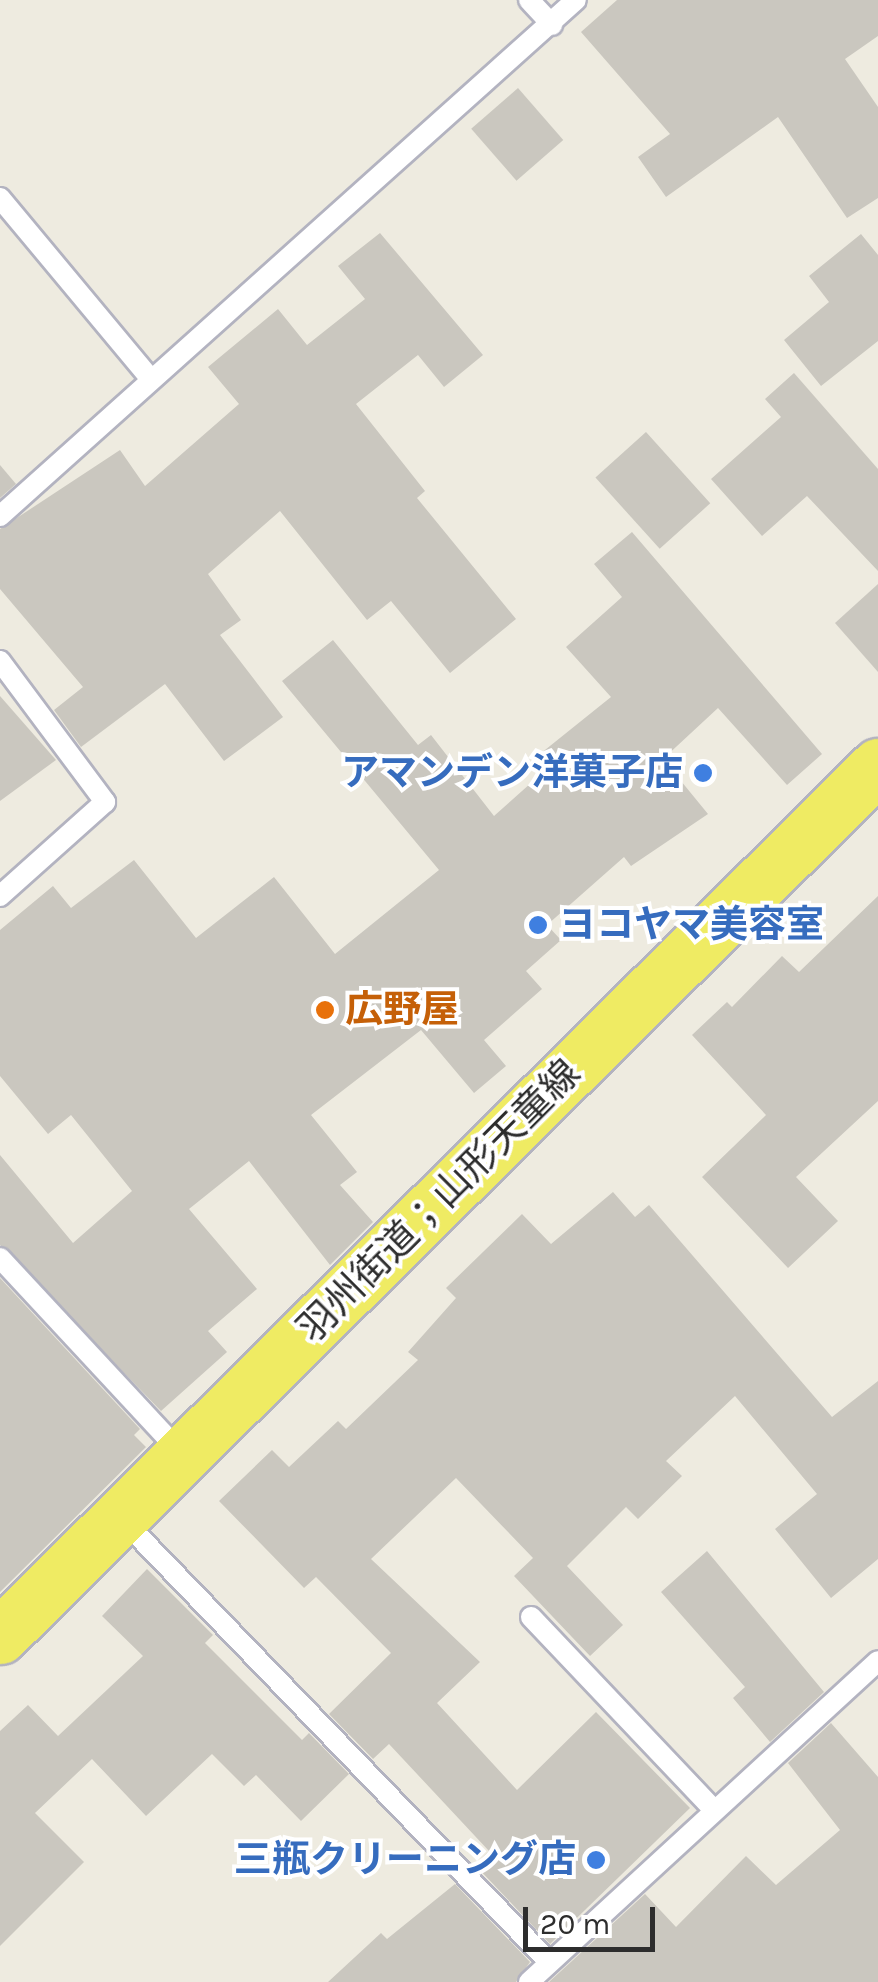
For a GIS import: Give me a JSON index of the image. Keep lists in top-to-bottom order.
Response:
{
  "streets": {
    "main road": ["羽州街道；山形天童線"]
  },
  "places": [
    "アマンデン洋菓子店",
    "ヨコヤマ美容室",
    "広野屋",
    "三瓶クリーニング店"
  ],
  "scale_bar": "20 m"
}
---+---
> What the exercise asks: Each entry above must come back exactly as written. Drop the images.

> Solution below:
For a GIS import: Give me a JSON index of the image. Keep lists in top-to-bottom order.
Response:
{
  "streets": {
    "main road": ["羽州街道；山形天童線"]
  },
  "places": [
    "アマンデン洋菓子店",
    "ヨコヤマ美容室",
    "広野屋",
    "三瓶クリーニング店"
  ],
  "scale_bar": "20 m"
}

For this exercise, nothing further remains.